Desaster: Im Jahr vor Corona tausende Klinikbetten abgebaut

Symbolbild: Klinik
Symbolbild: Klinik

Vor Beginn der Corona-Pandemie wurden in Deutschland tausende Klinikbetten abgebaut. Allein von 2018 bis 2019 fielen 4000 Krankenhausbetten weg, wie aus einer Antwort des Bundesgesundheitsministeriums auf eine Anfrage der Linksfraktion hervorgeht, die der „Neuen Osnabrücker Zeitung“ (Montagsausgabe) vorliegt. Allein im Vor-Corona-Jahr wurden so viele Betten gestrichen wie in den acht vorangegangenen Jahren insgesamt.

Nach Ministeriumsangaben verfügten 2019 bundesweit 1914 Kliniken über 494.000 Patientenbetten.
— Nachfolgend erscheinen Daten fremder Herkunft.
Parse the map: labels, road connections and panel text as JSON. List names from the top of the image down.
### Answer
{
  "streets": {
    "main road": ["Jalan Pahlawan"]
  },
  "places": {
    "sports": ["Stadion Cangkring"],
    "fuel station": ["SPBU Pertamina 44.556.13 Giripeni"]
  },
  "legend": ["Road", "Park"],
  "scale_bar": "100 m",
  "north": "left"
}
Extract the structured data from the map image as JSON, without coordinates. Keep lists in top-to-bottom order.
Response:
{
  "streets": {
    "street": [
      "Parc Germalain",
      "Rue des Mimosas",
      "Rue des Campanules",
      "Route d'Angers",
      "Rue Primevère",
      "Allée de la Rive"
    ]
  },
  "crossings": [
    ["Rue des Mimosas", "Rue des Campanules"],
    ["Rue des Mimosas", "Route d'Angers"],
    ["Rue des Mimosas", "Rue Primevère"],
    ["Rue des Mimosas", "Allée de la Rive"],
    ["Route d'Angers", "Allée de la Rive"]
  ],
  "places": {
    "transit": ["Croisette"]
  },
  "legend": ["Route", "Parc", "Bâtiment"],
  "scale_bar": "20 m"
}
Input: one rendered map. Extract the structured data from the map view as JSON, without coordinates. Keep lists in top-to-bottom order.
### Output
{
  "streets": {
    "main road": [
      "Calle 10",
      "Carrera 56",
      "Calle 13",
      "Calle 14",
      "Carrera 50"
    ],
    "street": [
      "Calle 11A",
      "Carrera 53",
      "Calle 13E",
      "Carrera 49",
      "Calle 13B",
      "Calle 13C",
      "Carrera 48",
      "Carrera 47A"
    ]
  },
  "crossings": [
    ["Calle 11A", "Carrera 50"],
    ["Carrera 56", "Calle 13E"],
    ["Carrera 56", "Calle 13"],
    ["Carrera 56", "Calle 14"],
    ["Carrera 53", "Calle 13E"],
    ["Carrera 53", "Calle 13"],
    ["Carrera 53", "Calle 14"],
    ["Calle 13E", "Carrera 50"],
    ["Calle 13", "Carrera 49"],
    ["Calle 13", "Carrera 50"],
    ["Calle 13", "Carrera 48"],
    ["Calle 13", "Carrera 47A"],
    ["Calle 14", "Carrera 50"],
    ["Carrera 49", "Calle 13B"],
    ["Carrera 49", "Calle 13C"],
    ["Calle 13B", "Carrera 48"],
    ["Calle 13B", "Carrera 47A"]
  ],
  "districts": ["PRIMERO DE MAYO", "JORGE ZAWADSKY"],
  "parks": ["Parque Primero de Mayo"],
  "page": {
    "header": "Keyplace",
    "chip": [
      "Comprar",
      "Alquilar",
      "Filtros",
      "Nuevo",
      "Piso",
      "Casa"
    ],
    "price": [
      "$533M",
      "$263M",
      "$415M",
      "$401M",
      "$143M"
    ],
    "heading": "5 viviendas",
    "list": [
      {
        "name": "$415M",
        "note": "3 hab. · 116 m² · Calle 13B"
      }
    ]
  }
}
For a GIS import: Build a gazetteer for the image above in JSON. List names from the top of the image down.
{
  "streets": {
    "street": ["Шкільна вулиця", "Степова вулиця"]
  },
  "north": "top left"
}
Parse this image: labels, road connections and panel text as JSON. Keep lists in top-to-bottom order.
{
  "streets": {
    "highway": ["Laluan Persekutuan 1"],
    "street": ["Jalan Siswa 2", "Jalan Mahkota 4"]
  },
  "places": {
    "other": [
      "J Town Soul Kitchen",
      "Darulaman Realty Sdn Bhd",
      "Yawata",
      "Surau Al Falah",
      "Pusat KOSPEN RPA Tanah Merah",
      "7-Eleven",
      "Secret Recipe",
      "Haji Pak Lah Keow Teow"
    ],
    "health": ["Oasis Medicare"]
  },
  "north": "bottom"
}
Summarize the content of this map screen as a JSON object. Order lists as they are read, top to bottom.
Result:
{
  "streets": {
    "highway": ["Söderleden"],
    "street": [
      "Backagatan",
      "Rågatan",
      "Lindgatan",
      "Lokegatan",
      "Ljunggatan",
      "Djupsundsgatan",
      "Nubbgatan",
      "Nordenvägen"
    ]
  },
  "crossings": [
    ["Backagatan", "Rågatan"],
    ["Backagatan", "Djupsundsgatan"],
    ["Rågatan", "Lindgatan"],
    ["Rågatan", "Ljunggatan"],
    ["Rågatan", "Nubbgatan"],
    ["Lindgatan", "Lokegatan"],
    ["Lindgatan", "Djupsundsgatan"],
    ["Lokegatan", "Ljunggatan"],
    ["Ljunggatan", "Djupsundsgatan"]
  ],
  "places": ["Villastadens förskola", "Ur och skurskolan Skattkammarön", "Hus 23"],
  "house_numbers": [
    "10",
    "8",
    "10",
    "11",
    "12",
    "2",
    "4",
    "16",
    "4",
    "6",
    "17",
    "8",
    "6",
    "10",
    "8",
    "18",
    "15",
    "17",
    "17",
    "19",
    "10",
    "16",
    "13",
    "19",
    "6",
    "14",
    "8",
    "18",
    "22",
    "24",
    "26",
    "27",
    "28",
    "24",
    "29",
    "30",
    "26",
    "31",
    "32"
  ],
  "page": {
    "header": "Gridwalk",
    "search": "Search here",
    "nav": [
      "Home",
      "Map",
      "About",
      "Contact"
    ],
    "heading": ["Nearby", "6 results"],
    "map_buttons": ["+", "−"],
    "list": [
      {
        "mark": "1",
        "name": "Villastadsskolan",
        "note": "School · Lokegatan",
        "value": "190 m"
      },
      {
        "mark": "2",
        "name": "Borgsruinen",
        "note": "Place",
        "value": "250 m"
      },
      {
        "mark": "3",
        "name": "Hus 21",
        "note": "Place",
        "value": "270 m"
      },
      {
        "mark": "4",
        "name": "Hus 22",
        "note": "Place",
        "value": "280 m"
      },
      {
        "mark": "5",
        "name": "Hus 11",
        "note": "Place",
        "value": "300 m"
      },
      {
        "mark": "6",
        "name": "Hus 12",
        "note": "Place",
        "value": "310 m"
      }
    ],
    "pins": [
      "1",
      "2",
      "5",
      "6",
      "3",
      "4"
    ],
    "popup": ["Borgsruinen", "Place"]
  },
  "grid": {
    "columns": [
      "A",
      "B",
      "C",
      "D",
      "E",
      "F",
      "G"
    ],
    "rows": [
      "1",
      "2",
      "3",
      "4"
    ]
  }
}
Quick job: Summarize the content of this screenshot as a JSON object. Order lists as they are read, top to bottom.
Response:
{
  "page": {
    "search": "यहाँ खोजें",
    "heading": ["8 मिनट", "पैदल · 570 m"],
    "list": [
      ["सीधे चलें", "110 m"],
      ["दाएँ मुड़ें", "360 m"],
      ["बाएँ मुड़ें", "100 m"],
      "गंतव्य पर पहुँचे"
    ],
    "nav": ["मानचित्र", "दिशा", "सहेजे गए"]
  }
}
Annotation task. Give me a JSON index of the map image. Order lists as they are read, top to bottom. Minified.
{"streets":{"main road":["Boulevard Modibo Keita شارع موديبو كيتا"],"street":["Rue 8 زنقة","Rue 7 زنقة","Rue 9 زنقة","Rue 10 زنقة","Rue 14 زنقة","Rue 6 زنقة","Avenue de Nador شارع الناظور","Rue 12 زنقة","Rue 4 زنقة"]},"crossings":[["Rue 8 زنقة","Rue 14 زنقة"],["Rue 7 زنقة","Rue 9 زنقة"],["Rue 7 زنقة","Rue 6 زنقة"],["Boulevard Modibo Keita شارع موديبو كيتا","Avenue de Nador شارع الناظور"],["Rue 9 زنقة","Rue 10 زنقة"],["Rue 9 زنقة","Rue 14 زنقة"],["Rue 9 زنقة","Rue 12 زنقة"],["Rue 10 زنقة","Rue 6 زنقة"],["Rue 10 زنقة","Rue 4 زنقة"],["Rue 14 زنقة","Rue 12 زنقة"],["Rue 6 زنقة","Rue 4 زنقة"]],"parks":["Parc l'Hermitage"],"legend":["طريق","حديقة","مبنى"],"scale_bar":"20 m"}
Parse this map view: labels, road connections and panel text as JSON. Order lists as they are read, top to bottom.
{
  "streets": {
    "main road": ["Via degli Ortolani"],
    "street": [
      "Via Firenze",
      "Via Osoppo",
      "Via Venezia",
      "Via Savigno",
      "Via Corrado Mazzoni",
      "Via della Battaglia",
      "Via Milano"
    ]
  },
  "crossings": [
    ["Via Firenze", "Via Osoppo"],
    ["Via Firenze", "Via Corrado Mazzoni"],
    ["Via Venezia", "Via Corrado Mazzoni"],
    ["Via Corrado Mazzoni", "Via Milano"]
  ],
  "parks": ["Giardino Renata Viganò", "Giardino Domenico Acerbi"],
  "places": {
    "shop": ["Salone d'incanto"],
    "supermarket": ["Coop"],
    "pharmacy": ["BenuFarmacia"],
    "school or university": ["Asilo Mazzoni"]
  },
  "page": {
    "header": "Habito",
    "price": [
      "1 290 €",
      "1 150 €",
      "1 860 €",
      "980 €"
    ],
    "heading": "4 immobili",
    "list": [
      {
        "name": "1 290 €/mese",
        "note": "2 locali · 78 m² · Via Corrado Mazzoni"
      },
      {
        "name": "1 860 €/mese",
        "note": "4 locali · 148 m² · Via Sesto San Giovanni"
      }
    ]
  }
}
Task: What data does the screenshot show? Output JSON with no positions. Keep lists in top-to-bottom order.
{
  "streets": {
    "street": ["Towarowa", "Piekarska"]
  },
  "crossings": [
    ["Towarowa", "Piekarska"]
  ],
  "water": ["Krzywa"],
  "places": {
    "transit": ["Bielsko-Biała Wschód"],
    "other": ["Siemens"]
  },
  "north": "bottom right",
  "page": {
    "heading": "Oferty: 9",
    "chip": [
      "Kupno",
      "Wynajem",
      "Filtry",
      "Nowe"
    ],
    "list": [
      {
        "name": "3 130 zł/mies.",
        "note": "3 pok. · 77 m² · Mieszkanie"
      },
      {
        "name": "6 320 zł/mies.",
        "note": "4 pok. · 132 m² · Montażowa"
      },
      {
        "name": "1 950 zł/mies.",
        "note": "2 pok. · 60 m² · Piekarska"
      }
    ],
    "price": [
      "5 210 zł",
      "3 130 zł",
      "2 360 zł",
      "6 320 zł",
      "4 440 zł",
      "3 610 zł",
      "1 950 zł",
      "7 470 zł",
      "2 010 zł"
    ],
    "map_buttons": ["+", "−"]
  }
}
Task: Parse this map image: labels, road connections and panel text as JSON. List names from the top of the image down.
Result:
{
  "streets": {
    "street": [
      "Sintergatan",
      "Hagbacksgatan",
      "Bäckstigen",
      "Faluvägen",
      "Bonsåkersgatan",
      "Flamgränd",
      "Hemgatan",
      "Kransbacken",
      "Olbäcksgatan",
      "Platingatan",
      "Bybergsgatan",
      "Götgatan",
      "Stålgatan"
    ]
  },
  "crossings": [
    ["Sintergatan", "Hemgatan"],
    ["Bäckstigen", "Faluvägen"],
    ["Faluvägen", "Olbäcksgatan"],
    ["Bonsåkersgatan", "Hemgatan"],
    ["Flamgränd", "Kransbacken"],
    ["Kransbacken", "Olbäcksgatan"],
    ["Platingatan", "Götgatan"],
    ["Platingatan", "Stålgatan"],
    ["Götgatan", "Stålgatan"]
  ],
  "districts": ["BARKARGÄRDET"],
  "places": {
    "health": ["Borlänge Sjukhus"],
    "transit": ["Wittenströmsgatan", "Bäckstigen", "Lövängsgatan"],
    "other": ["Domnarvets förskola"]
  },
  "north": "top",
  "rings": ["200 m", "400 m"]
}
Die Zahlen zeigen zudem einen deutlichen Privatisierungstrend. Von 2005 bis 2019 wurden demnach 206 öffentliche Kliniken und 38.000 Betten in öffentlichen Krankenhäusern abgebaut. Bei freigemeinnützigen Trägern lag das Minus bei 173 Häusern und 22.000 Betten. Demgegenüber steht ein Aufwuchs von 154 privaten Häusern und 30.000 Betten in privaten Kliniken.

Linken-Sozialexpertin Sabine Zimmermann sieht darin ein „komplettes Versagen der Gesundheitspolitik der letzten 20 Jahre“. Auch leere Krankenhausbetten seien keine Verschwendung, „sondern eine notwendige Reserve für Zeiten wie diese“, sagte sie mit Blick auf die Corona-Pandemie der Zeitung. Sie forderte ein Ende des Krankenhauskahlschlags. Ansonsten drohten bei künftigen Notfällen auch hierzulande Szenen wie in Portugal, Italien oder Großbritannien.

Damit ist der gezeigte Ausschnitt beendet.